PROBLEM TO SOLVE:
Sort through the material below and copy each line with "lines".

************

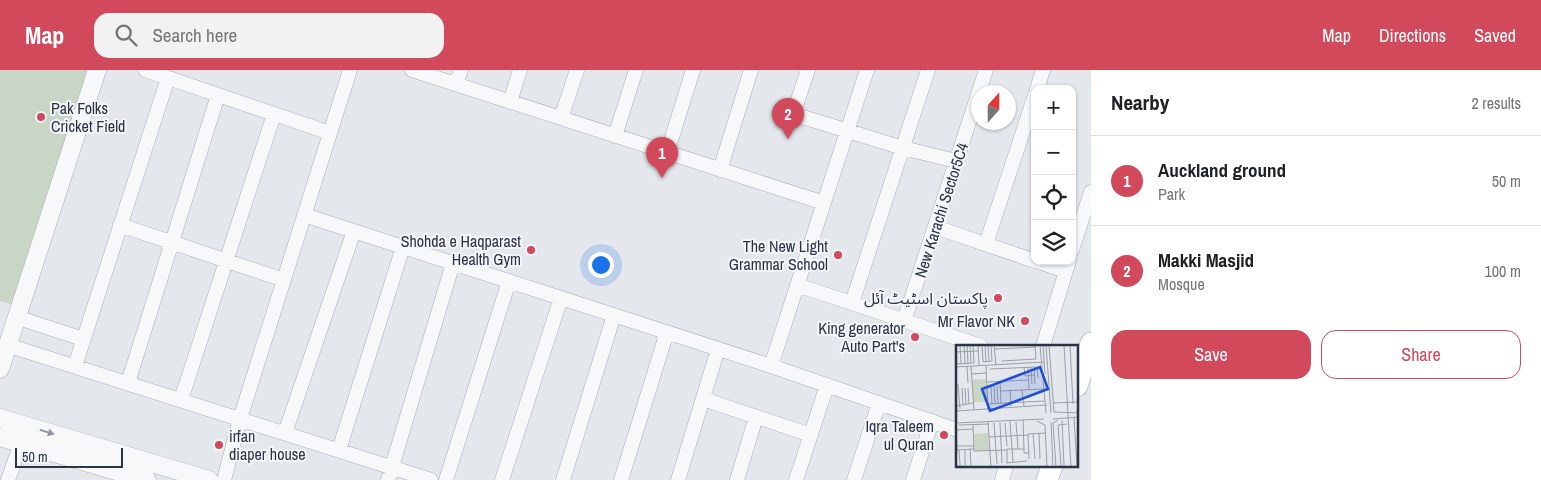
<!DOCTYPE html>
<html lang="en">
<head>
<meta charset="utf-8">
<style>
	:root { --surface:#fff; --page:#f2f2f2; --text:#202124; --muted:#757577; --line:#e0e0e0; --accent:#d1495b }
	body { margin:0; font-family:"Archivo Narrow","Noto Sans Arabic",sans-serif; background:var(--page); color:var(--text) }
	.controls { position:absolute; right:15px; top:15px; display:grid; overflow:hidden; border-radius:10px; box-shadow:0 1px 4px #0004 }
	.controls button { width:45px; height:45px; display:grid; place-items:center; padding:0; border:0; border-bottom:1px solid var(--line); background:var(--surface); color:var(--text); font:25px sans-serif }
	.compass { position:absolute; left:971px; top:15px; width:45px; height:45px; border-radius:50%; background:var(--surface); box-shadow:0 1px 4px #0004; rotate:21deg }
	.scale { position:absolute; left:15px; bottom:12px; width:108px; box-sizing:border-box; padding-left:5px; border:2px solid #2b3445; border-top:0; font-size:14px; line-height:18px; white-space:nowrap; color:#2b3445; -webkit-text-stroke:4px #f4f6f9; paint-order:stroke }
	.you { position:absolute; left:600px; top:194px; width:18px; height:18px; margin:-12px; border:4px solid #fff; border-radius:50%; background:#1a73e8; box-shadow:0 0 0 8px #1a73e833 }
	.badge { display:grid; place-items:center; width:32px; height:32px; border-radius:50%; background:var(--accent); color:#fff; font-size:16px; font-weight:700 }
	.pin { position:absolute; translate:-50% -41px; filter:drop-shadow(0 1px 2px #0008) }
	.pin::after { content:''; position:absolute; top:26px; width:18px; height:15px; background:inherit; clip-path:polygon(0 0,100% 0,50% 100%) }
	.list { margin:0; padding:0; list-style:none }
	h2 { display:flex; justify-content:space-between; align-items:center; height:65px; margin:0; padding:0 20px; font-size:21px }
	h2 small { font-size:16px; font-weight:400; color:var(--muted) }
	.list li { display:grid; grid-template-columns:32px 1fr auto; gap:15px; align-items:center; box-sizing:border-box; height:90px; padding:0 20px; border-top:1px solid var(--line) }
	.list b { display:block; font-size:19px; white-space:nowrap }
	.list p { margin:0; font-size:16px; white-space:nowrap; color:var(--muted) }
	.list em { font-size:16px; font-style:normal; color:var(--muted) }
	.actions { display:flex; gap:10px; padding:15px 20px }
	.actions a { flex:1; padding:11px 0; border:1px solid var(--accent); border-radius:15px; text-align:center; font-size:18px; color:var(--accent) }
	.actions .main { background:var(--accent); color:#fff }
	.icon { flex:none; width:28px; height:28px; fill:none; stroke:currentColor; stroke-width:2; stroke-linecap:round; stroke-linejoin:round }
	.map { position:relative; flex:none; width:1091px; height:410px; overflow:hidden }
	header { display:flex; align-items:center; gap:30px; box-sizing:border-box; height:70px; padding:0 25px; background:var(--accent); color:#fff }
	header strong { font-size:24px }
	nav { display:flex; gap:28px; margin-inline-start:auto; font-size:18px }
	.search { width:350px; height:45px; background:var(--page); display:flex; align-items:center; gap:12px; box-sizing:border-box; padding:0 18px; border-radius:15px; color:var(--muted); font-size:19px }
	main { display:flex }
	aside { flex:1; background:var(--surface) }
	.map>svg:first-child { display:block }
	.park { fill:#c9d6c5 }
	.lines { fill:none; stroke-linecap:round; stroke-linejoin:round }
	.minor-casing { stroke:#a9aeb7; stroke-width:15 }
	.tertiary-casing { stroke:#a9aeb7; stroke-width:19 }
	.primary-casing { stroke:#a3abb8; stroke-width:22 }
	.minor { stroke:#f7f8fa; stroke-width:14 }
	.tertiary { stroke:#f7f8fa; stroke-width:18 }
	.primary { stroke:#fff; stroke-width:21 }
	.oneway { fill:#9196a0 }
	.poi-dot { fill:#d1495b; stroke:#f4f6f9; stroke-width:2 }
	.labels { text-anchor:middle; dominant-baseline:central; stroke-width:4; stroke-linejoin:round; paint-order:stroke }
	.poi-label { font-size:16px; fill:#2b3445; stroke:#f4f6f9; text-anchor:end }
	.street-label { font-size:16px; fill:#2b3445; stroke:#f4f6f9 }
	.inset-road { fill:none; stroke:#9a9fa9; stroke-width:1 }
	.view { fill:#1d4ed8; fill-opacity:0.15; stroke:#1d4ed8; stroke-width:2.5 }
	.inset-edge { fill:none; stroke:#2b3445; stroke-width:2.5 }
</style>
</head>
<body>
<header>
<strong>Map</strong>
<div class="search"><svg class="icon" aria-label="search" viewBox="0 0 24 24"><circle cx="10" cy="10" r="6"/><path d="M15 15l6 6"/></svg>Search here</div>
<nav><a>Map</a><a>Directions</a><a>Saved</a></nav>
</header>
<main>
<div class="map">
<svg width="1091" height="410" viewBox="0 0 1091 410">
	<rect width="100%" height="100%" fill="#e4e7ec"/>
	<path class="park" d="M0,0H97L20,237L0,231Z"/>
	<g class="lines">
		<g class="minor-casing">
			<path id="minor" d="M145,0L330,63
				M412,0L824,133
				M808,0L793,44L903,78L956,91
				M456,14L461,0
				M1037,19L1043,0
				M510,32L520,0
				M561,48L577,0
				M615,66L636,0
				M667,83L693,0
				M720,100L751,0
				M304,145L771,296L957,360
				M120,155L284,210
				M935,157L1035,191
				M986,174L1035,25
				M1072,180L1091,122
				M1036,191L1065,201
				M797,215L981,276
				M852,233L928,0
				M16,247L83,269
				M904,251L986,0
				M7,275L431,410
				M1043,276L1069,191
				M75,296L168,8
				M771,296L867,0
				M128,313L218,25
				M703,329L811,365
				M181,330L274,44
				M285,363L354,161
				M339,380L403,177
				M8,410L21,373
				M224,410L240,349L350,0
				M388,410L453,193
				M446,410L509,211
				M502,410L561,228
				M563,410L614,245
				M621,410L667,262
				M678,410L718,279
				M737,410L756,347
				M796,410L827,315
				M854,410L879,333
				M913,410L932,351
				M1002,410L1006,396"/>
		</g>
		<g class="tertiary-casing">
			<path id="tertiary" d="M0,299L97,0
				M0,348L209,410
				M0,367L147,410"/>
		</g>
		<g class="primary-casing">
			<path id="primary" d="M1077,316L1091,273
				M1047,410L1052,396"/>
		</g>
		<use href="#minor" class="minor"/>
		<use href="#tertiary" class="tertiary"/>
		<use href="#primary" class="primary"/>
	</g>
	<defs><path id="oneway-solid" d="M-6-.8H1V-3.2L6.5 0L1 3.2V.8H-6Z" transform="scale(1.25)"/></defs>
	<use class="oneway" href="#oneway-solid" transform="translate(47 362) rotate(17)"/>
	<g class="poi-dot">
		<circle cx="41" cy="47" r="5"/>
		<circle cx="531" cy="180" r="5"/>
		<circle cx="838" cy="185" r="5"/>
		<circle cx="998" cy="228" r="5"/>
		<circle cx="1025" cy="251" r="5"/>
		<circle cx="915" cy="267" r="5"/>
		<circle cx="944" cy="365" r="5"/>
		<circle cx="219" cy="375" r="5"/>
	</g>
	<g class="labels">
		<g class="poi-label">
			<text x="51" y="38" text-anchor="start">Pak Folks<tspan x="51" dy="18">Cricket Field</tspan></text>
			<text x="521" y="171">Shohda e Haqparast<tspan x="521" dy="18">Health Gym</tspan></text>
			<text x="828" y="176">The New Light<tspan x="828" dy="18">Grammar School</tspan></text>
			<text x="988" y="228">پاکستان اسٹیٹ آئل</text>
			<text x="1015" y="251">Mr Flavor NK</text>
			<text x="905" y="258">King generator<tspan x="905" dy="18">Auto Part's</tspan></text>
			<text x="934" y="356">Iqra Taleem<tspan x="934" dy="18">ul Quran</tspan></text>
			<text x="229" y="366" text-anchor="start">irfan<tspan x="229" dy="18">diaper house</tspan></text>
		</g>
		<g class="street-label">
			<text transform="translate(941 140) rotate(-72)">New Karachi Sector5C4</text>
		</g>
	</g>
	<g transform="translate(956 275)">
		<rect width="122" height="122" fill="#e4e7ec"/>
		<path d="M30,34L32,57H17L16,35ZM32,88L33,105L19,106L18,89Z" fill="#c9d6c5"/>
		<path class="inset-road" d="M4,0L5,18M8,0L9,18M11,0L12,18M14,0L15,18M22,0L23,21M26,0L27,17L36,16L35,0M29,0L30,17M32,0L33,17M38,0L40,20M84,0L90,68M87,0L89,29M90,0L95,68M93,0L98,67L123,68M108,0L115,122M114,0L117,59M39,4L80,2M0,7L22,6M46,16L80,14L79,0M0,19L18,18L17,0M15,21L18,65M30,21L32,64M0,22L88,17M11,22L12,38M68,22L69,31L78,30M72,22L73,44M75,22L76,39M78,22L79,39M34,24L81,22L82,33M15,29L30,28M44,36L45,58M31,37L72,35M2,39L4,64M35,41L36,59M38,41L39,58M41,41L42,58M6,43L7,60M9,43L10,60M12,43L13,59M54,45L55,61M66,45L68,62M45,46L87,44M97,58L123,57M32,59L88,56M0,61L17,58M0,66L91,60M118,72L121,122M97,74L123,72M67,75L68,104M106,75L108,121M54,76L57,117M81,76L89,80L91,122M32,77L35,122M60,77L62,104M95,77L97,122M0,78L88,74M38,78L41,119M44,78L46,118M49,78L51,101M3,80L32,79M17,80L18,106L51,105M0,85L1,105M0,85L17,84M77,88L79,114M83,88L84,114M33,92L72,90M1,101H18M9,104V120M14,104L15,120M1,105L18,104M3,105L4,120M73,114L72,89L90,88M50,118L71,116M51,118V104H68V108H73M0,121L28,122M105,121L102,80L111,79M100,122L97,78L102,75"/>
		<path class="view" d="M84,22L92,44L34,66L26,44Z"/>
		<rect width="122" height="122" class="inset-edge"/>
	</g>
</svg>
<div class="controls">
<button>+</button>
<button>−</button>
<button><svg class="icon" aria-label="locate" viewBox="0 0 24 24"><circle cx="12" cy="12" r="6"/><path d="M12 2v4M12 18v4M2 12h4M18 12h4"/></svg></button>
<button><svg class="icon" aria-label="layers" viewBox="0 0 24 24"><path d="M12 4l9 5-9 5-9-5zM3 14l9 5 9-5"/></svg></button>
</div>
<svg class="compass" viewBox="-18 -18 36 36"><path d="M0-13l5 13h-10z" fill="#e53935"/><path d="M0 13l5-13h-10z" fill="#757577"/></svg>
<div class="scale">50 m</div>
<div class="you"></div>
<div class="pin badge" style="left:662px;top:108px">1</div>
<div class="pin badge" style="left:788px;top:69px">2</div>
</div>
<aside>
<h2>Nearby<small>2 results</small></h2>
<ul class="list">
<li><span class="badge">1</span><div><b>Auckland ground</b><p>Park</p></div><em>50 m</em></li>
<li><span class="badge">2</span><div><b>Makki Masjid</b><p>Mosque</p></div><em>100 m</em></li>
</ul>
<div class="actions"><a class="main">Save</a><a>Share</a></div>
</aside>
</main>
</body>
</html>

************

EXERCISE ANSWER:
	.lines { fill:none; stroke-linecap:round; stroke-linejoin:round }
	<g class="lines">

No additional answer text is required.